In both age groups, the rate of consultation was not significantly different between children whose parents were non-native or native. However, the rate of consultations was higher in children whose parents were concerned according to the receptionist, compared to the children whose parents were not concerned. presents the observed and expected probability of a consultation in children with each predictive symptom or combination of symptoms, followed by the probability of a consultation in children with and in children without concerned parents.
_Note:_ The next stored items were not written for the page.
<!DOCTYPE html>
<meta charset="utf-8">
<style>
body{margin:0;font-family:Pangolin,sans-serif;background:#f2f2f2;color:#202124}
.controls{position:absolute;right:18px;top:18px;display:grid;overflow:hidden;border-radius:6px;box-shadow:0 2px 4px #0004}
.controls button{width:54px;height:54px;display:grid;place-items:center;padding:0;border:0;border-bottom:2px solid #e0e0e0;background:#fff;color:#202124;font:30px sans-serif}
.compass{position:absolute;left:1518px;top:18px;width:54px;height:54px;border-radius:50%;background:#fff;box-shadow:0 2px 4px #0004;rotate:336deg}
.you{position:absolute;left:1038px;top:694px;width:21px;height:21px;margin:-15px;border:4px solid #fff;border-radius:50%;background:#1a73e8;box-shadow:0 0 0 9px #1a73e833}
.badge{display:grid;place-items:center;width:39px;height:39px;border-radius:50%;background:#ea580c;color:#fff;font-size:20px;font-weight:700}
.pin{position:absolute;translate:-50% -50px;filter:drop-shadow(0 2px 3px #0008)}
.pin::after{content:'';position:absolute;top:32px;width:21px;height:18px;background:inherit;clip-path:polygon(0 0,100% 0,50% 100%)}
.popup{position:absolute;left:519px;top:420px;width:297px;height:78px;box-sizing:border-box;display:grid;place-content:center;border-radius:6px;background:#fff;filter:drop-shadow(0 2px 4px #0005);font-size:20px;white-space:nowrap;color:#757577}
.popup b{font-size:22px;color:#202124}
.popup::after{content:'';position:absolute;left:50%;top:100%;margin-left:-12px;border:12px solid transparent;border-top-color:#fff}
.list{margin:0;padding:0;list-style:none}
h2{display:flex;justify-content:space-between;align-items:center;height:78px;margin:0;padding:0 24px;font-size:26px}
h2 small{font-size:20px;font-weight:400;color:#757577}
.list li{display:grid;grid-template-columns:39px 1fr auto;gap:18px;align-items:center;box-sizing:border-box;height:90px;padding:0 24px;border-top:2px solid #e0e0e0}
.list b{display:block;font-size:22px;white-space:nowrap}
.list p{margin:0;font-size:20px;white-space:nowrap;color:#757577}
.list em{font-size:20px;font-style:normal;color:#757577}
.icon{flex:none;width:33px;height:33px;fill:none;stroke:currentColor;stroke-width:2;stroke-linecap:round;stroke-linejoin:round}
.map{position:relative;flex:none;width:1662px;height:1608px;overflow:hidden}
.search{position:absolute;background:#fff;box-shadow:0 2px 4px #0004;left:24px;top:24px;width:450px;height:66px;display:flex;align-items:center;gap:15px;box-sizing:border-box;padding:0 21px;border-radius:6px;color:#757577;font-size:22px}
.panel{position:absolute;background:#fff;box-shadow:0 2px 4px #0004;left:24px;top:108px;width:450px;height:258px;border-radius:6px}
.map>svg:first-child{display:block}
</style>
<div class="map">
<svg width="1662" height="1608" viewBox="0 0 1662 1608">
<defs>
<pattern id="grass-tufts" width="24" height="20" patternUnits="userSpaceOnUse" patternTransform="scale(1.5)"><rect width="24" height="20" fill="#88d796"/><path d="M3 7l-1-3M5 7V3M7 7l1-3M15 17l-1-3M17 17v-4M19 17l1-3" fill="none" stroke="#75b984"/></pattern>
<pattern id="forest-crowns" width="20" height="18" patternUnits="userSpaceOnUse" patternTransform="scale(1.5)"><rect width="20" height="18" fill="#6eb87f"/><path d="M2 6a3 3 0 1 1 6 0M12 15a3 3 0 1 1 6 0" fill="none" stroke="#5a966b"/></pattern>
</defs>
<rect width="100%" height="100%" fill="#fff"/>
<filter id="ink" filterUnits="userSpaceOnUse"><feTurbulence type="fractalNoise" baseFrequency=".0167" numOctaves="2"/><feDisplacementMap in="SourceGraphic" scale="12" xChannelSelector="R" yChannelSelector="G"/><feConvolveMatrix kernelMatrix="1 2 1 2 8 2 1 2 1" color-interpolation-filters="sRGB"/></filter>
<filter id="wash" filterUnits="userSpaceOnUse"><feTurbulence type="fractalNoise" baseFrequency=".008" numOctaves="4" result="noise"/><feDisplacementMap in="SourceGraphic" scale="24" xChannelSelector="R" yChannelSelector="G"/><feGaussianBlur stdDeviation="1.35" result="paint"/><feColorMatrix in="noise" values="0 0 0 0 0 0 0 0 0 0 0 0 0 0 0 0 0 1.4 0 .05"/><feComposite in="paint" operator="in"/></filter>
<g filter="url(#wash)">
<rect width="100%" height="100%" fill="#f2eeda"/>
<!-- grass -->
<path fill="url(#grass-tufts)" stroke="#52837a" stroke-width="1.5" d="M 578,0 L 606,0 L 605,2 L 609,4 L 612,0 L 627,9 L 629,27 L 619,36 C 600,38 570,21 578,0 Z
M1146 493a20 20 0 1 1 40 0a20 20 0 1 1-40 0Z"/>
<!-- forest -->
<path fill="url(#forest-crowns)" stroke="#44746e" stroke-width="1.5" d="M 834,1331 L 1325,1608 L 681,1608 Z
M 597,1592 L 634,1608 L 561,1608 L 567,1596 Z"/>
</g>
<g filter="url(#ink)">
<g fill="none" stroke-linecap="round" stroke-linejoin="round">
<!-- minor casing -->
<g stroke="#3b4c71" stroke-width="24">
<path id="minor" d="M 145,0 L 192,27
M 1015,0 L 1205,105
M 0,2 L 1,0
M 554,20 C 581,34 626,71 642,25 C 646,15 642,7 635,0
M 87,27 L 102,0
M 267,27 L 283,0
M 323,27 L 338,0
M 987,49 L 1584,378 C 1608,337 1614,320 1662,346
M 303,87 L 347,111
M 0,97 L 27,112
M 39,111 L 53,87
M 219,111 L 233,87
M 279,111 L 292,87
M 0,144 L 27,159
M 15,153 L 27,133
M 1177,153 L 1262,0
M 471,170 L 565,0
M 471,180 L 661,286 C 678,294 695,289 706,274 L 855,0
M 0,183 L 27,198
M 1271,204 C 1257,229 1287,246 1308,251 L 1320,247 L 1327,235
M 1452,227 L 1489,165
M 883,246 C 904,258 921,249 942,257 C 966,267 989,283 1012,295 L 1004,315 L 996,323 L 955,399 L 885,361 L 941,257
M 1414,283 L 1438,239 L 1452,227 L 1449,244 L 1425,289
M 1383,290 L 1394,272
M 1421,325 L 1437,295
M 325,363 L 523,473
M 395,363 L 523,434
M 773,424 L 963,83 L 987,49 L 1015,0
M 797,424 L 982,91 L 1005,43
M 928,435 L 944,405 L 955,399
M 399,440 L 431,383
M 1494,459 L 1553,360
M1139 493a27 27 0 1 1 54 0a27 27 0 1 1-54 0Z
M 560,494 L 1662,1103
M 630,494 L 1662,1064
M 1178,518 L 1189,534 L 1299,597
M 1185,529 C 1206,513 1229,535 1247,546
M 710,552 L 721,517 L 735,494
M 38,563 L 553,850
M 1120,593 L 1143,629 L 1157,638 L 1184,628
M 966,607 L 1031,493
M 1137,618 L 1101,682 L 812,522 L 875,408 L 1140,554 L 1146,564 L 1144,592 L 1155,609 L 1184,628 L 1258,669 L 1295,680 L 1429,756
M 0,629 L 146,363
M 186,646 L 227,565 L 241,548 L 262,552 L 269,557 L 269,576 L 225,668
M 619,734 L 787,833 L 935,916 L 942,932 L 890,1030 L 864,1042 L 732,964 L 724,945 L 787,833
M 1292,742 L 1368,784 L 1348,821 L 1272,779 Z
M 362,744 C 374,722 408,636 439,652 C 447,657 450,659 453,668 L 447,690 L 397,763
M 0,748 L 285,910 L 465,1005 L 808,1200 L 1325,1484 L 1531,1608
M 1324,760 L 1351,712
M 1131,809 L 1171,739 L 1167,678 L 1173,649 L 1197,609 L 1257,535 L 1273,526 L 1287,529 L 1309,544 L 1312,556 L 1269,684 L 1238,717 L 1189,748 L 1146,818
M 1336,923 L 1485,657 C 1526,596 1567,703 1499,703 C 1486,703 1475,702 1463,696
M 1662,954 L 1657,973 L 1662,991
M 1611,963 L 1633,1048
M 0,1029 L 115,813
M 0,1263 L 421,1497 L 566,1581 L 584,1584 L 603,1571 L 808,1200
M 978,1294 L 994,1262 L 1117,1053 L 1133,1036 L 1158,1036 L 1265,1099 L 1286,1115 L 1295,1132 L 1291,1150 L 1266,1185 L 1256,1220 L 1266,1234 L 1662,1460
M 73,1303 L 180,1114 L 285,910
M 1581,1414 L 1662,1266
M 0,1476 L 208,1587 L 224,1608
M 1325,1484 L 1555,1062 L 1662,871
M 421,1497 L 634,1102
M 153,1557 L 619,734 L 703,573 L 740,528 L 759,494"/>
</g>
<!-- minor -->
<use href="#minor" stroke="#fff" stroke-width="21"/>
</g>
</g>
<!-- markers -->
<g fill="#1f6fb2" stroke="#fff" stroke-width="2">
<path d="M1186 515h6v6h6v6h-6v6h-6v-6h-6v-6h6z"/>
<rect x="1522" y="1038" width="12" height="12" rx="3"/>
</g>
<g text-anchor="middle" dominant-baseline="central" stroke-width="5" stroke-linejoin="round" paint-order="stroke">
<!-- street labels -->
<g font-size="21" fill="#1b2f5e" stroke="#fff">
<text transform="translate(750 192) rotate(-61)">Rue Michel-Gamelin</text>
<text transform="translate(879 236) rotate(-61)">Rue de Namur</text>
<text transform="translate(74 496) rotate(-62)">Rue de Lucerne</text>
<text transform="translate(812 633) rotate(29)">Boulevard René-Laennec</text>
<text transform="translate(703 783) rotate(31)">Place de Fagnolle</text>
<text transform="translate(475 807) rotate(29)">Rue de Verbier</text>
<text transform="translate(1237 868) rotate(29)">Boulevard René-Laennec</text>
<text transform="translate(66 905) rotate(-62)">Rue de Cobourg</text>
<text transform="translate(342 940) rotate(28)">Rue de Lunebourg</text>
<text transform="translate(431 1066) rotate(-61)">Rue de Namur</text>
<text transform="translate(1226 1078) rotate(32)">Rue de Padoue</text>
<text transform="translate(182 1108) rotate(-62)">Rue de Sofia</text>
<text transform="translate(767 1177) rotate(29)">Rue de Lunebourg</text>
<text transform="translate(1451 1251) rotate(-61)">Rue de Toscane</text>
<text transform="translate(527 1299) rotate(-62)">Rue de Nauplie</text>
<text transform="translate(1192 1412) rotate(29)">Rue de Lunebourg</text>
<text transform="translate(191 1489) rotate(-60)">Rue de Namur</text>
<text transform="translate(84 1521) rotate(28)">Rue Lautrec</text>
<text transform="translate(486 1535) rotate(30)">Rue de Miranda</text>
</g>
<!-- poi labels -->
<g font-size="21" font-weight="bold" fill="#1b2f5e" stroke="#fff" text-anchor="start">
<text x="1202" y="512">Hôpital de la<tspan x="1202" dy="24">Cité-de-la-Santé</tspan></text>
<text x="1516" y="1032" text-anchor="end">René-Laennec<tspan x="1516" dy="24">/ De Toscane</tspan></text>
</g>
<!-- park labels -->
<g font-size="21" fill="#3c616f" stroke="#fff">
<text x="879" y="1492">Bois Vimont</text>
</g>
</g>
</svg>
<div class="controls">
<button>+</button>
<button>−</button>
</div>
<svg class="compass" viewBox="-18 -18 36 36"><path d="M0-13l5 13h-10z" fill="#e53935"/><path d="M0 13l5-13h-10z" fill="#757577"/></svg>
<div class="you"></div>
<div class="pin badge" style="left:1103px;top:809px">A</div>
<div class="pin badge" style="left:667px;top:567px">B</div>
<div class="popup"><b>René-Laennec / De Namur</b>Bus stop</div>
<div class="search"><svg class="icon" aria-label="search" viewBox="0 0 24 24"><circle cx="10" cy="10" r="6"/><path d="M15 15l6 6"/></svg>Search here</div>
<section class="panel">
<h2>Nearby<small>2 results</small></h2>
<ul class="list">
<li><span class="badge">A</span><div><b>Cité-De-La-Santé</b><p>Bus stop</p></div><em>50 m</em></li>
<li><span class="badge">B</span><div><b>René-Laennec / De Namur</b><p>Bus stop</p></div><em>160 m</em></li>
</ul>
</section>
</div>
Children aged <18 months who did not drink less and were not short of breath were least likely to be seen by the GP (12 out of 28), but the probability of a consultation increased when their parents were concerned (six out of nine). When children had at least one of these symptoms, the additional value of concern of parents to the probability of a consultation was very small. Children aged ≥18 months who were not drowsy and did not have a pale, ashen, or mottled skin, and had a duration of fever <3 days, were least likely to be seen by the GP (13 out of 41), but the likelihood increased when their parents were concerned (7/11). This was also the case when children had a duration of fever ≥3 days, but were not drowsy and had no pale, ashen, or mottled skin. The additional value of parental concern for the probability of a consultation was negligible when children had a combination of these symptoms.
Predictive value of triage questions on consultation as triage result, and the additional value of concerned parents of febrile children.
Children with two or more of the alarm symptoms, were more likely to be referred to a pediatrician than those without alarm symptoms (0% versus 14% in children aged <18 months and 2% versus 12% in children aged ≥18 months).
The discriminative ability (χ2 value) of the model in children aged <18 months increased from 0.73 to 0.77, and in children aged ≥18 months from 0.79 to 0.83 when concern of parents was added.